→ PROBLEM TO WORK ON
Retype all of the listing exactly, passing over any picture you find.

→ SOURCE MATERIAL
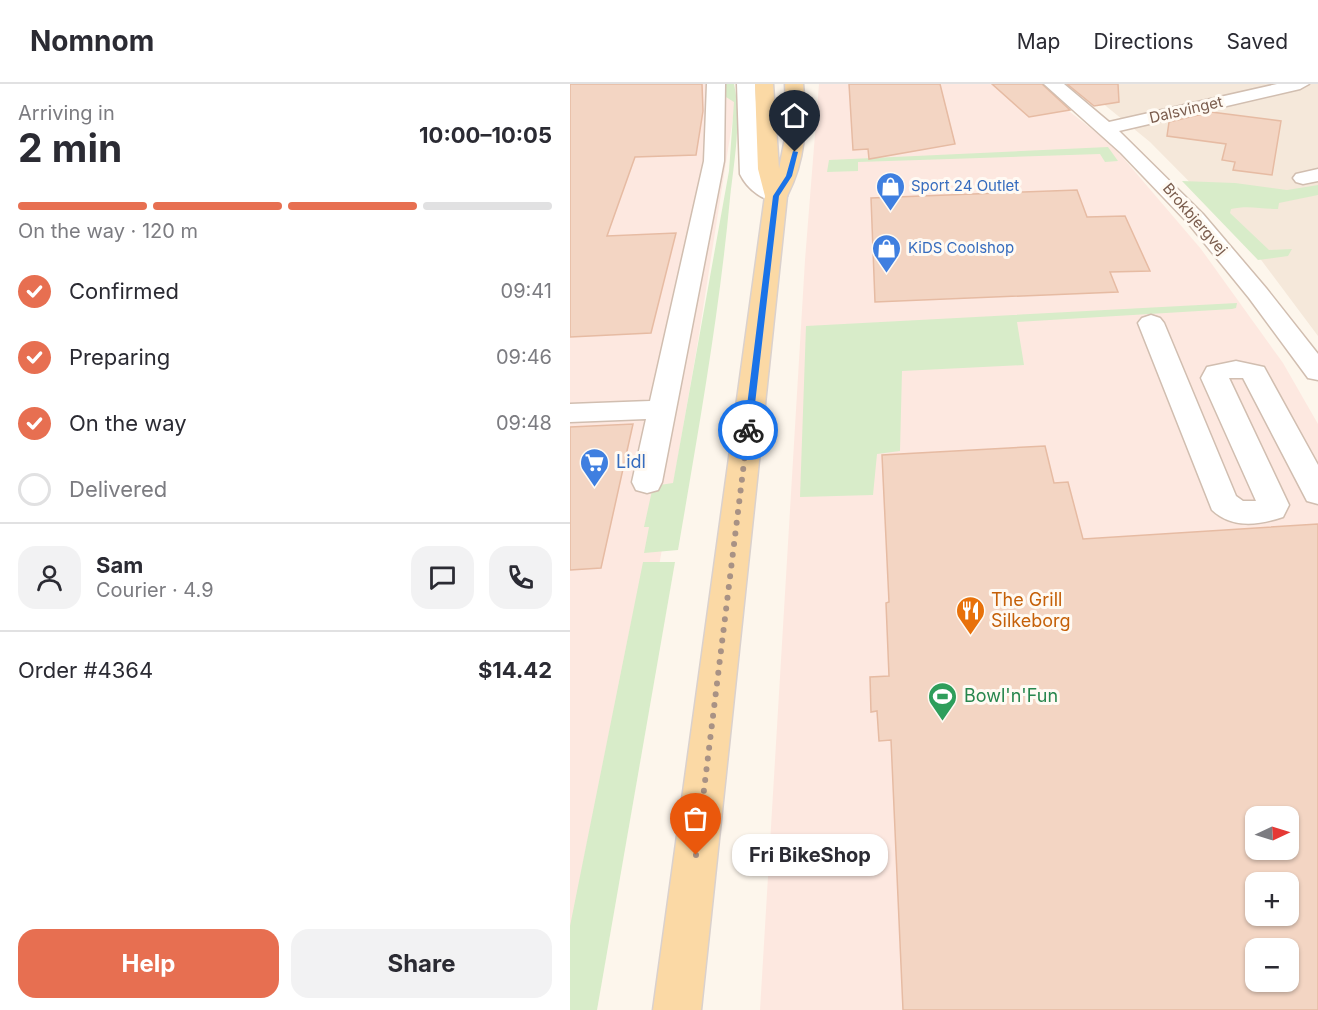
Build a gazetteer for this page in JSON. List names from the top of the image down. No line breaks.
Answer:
{"streets":{"street":["Dalsvinget","Brokbjergvej"]},"crossings":[["Dalsvinget","Brokbjergvej"]],"places":{"shop":["Sport 24 Outlet","KiDS Coolshop"],"supermarket":["Lidl"],"restaurant":["The Grill Silkeborg"],"sports":["Bowl'n'Fun"],"other":["Fri BikeShop"]},"north":"right","page":{"header":"Nomnom","nav":["Map","Directions","Saved"],"heading":["2 min","Arriving in","10:00–10:05"],"panel":["Sam","Courier · 4.9","Order #4364","$14.42"],"bar":"On the way · 120 m","list":[["Confirmed","09:41"],["Preparing","09:46"],["On the way","09:48"],"Delivered"],"map_buttons":["+","−"],"bubble":"Fri BikeShop","buttons":["Help","Share"]}}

→ ANSWER
Build a gazetteer for this page in JSON. List names from the top of the image down. No line breaks.
Answer:
{"streets":{"street":["Dalsvinget","Brokbjergvej"]},"crossings":[["Dalsvinget","Brokbjergvej"]],"places":{"shop":["Sport 24 Outlet","KiDS Coolshop"],"supermarket":["Lidl"],"restaurant":["The Grill Silkeborg"],"sports":["Bowl'n'Fun"],"other":["Fri BikeShop"]},"north":"right","page":{"header":"Nomnom","nav":["Map","Directions","Saved"],"heading":["2 min","Arriving in","10:00–10:05"],"panel":["Sam","Courier · 4.9","Order #4364","$14.42"],"bar":"On the way · 120 m","list":[["Confirmed","09:41"],["Preparing","09:46"],["On the way","09:48"],"Delivered"],"map_buttons":["+","−"],"bubble":"Fri BikeShop","buttons":["Help","Share"]}}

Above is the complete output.